[Collected data]
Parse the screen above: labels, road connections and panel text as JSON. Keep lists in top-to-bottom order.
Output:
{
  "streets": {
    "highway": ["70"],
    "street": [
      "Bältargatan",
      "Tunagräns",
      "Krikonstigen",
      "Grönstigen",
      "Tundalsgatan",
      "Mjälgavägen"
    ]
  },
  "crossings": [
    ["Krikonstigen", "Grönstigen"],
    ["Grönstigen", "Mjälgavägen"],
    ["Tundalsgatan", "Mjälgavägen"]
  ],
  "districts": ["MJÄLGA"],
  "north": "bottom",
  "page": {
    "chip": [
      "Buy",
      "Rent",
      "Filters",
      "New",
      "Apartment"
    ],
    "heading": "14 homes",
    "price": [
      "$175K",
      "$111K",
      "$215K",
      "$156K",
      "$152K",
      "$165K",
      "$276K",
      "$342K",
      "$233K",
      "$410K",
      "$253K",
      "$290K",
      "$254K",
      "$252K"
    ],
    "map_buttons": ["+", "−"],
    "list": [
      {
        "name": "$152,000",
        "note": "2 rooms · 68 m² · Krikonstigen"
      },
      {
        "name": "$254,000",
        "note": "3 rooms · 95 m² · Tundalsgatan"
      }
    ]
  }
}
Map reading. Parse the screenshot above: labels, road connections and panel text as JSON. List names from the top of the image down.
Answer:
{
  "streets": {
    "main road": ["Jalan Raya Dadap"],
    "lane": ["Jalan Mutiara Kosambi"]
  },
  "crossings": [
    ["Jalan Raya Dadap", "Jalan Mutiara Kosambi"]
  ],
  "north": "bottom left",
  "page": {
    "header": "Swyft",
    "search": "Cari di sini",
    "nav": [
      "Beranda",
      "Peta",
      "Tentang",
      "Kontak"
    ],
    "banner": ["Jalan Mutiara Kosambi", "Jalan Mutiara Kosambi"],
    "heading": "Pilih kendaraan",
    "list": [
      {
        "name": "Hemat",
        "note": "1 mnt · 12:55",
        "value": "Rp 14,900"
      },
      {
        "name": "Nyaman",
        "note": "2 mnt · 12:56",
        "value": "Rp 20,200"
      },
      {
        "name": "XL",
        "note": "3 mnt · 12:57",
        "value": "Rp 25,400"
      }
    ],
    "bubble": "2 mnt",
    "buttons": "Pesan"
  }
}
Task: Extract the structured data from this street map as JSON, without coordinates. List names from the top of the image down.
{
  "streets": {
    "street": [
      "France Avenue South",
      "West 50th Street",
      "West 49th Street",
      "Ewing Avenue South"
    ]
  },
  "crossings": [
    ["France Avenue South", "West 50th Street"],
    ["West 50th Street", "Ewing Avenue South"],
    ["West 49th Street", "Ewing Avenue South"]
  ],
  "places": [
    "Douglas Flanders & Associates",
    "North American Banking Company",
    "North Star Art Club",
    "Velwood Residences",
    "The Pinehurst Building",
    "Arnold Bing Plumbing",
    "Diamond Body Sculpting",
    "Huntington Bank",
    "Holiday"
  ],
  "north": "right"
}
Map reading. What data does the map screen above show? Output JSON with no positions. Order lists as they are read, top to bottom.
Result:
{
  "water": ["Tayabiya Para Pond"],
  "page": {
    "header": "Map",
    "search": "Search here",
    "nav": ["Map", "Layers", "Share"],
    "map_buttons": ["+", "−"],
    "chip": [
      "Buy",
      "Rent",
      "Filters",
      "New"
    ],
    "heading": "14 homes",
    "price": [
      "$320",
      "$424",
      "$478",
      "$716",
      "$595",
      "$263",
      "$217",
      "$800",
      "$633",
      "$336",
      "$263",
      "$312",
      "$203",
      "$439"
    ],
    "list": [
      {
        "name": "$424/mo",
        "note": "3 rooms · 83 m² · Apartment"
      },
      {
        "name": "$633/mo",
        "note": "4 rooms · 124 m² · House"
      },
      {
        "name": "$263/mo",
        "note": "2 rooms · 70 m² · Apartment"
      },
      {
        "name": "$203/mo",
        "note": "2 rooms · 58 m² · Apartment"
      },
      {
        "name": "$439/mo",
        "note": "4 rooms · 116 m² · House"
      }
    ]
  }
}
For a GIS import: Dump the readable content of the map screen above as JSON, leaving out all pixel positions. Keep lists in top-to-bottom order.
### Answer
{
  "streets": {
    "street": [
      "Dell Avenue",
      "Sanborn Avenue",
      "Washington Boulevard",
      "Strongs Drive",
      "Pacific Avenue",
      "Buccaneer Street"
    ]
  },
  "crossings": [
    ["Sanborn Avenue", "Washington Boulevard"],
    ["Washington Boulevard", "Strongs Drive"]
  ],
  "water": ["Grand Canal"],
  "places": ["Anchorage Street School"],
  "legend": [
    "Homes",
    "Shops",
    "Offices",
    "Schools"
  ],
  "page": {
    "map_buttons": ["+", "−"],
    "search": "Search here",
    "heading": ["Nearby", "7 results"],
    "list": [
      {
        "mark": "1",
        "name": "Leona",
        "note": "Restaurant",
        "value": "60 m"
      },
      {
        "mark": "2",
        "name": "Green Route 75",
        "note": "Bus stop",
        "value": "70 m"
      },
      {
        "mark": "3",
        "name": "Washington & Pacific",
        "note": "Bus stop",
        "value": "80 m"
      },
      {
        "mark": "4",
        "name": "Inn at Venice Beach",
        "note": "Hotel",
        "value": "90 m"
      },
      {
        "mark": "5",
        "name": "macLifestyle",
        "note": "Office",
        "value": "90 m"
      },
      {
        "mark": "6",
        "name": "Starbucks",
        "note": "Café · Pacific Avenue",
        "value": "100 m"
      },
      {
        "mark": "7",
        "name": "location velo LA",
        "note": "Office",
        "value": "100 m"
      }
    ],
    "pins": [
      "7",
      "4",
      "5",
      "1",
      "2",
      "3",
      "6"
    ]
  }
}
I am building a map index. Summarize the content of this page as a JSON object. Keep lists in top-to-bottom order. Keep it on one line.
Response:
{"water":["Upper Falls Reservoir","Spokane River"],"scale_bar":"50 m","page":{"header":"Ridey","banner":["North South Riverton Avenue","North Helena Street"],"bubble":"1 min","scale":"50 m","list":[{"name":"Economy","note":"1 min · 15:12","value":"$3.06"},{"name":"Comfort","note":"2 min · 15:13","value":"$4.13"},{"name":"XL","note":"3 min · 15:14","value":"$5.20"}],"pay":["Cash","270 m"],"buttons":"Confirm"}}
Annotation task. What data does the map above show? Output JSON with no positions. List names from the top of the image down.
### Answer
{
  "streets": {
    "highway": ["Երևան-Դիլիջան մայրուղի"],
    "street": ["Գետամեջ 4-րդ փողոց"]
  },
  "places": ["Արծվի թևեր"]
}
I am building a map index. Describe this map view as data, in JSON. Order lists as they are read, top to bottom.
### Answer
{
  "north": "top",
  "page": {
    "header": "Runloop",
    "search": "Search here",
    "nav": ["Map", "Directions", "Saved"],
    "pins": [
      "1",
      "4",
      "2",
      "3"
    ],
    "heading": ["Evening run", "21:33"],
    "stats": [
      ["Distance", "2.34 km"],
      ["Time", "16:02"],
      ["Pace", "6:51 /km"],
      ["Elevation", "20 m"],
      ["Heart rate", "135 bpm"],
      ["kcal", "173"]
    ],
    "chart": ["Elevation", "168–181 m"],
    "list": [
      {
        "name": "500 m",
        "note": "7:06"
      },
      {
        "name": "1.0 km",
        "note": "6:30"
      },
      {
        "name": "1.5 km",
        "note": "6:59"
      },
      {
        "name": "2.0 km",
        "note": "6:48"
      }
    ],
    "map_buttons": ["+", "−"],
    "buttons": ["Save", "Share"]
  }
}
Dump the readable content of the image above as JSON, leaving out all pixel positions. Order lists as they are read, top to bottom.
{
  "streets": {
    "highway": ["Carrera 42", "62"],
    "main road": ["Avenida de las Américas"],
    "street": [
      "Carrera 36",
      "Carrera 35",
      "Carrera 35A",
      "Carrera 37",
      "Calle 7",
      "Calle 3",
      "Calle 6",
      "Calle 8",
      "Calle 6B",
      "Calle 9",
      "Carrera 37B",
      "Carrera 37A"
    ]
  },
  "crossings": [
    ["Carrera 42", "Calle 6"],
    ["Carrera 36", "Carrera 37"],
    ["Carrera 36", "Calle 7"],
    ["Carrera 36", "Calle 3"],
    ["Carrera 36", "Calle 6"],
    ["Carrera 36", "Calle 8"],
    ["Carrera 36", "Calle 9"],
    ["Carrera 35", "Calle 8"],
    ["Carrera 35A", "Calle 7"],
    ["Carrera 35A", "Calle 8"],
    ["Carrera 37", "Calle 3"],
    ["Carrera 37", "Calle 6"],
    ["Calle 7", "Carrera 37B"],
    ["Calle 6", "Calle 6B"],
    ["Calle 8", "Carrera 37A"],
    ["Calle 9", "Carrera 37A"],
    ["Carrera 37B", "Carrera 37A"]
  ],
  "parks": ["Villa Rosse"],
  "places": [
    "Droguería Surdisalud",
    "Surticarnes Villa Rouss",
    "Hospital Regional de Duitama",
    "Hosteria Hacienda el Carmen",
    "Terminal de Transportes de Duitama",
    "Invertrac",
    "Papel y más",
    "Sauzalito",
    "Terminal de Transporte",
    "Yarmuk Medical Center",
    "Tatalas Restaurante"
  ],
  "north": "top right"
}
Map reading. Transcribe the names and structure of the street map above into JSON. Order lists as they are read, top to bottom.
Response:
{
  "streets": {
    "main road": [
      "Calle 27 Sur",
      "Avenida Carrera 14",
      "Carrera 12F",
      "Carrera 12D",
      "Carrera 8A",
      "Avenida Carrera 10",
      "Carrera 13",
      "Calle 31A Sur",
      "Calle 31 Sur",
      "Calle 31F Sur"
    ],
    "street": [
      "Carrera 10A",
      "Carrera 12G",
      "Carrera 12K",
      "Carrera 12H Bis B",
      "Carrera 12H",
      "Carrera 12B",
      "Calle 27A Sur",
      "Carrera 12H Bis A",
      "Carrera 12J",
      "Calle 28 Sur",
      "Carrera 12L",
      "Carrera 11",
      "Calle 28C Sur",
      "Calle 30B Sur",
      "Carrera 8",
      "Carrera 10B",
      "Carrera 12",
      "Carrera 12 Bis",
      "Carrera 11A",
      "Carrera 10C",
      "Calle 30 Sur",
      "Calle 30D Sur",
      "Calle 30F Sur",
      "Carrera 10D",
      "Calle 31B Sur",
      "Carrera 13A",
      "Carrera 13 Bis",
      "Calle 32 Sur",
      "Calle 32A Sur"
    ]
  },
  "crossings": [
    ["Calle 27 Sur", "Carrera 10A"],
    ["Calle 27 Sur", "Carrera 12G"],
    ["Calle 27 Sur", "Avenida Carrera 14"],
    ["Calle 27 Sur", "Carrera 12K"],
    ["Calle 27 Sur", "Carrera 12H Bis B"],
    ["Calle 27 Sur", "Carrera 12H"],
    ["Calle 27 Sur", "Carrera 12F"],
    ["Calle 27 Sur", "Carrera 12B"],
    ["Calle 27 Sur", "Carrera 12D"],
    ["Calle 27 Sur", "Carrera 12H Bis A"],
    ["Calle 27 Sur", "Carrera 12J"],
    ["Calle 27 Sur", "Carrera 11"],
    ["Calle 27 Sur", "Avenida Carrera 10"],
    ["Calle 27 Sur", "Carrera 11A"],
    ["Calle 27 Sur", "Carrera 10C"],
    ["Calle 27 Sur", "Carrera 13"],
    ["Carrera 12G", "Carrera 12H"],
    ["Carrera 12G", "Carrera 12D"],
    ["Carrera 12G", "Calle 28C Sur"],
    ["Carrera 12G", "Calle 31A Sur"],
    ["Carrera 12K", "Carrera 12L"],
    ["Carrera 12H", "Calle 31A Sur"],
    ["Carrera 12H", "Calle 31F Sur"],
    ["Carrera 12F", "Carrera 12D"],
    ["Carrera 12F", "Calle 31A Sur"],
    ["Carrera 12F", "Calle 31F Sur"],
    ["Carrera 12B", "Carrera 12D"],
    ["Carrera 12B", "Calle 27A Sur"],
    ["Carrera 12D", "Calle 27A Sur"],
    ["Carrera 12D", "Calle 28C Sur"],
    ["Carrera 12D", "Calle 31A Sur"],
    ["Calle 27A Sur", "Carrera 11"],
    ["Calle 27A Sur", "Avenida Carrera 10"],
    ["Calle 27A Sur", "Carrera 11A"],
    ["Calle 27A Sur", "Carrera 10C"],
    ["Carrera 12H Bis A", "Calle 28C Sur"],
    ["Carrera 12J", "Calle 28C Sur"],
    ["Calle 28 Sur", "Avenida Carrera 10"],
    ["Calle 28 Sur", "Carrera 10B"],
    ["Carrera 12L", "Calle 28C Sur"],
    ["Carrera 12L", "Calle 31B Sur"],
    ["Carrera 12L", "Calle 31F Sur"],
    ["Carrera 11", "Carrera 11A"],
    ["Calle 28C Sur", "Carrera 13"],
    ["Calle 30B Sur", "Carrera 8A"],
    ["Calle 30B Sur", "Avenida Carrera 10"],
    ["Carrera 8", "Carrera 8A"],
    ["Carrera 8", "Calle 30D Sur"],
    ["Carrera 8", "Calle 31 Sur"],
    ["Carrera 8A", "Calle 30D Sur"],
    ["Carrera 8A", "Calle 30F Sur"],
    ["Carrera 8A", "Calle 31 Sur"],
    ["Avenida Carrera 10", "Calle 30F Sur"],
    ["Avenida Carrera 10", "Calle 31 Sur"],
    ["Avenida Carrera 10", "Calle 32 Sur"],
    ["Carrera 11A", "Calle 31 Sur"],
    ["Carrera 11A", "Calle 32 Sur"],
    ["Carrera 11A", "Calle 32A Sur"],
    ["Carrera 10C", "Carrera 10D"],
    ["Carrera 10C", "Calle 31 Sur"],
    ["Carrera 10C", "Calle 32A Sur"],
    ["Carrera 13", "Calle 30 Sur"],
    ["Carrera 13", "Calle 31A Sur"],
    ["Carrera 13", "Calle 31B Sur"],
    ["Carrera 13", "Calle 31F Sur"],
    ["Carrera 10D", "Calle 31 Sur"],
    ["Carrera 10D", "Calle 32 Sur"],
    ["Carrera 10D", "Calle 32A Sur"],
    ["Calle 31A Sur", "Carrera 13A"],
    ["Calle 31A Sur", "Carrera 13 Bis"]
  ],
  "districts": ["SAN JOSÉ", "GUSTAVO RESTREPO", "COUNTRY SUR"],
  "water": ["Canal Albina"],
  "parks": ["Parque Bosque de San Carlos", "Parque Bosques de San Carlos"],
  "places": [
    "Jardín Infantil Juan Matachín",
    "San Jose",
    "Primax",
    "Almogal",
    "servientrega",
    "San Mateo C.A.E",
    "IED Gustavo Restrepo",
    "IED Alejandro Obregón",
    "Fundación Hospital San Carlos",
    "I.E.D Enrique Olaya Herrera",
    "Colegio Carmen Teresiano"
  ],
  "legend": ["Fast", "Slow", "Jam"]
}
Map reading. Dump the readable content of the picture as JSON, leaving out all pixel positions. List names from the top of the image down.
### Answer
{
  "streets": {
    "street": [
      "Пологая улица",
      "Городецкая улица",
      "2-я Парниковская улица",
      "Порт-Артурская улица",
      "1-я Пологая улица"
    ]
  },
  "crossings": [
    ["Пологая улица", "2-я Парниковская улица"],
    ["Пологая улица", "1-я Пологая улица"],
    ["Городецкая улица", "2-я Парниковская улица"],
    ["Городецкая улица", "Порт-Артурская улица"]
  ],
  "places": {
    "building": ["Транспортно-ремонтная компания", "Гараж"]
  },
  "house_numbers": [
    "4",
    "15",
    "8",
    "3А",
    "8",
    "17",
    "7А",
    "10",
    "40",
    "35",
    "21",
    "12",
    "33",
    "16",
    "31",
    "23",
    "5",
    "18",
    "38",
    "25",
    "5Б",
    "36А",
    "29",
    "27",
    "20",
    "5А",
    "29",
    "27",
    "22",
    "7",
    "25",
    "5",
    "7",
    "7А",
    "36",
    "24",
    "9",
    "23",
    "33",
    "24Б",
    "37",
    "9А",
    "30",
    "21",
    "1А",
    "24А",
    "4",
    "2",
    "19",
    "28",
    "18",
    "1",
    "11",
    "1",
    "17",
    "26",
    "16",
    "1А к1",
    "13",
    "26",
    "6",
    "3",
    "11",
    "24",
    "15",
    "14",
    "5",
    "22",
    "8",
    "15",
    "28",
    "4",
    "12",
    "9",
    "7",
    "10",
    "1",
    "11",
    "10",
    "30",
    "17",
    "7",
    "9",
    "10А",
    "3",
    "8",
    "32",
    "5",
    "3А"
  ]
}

(Your assignment): Whenever the word "text" shows up in a line of the entries above, copy that line.

(Written answer):
Parse the screen above: labels, road connections and panel text as JSON. Keep lists in top-to-bottom order.
Map reading. Parse the screenshot above: labels, road connections and panel text as JSON. List names from the top of the image down.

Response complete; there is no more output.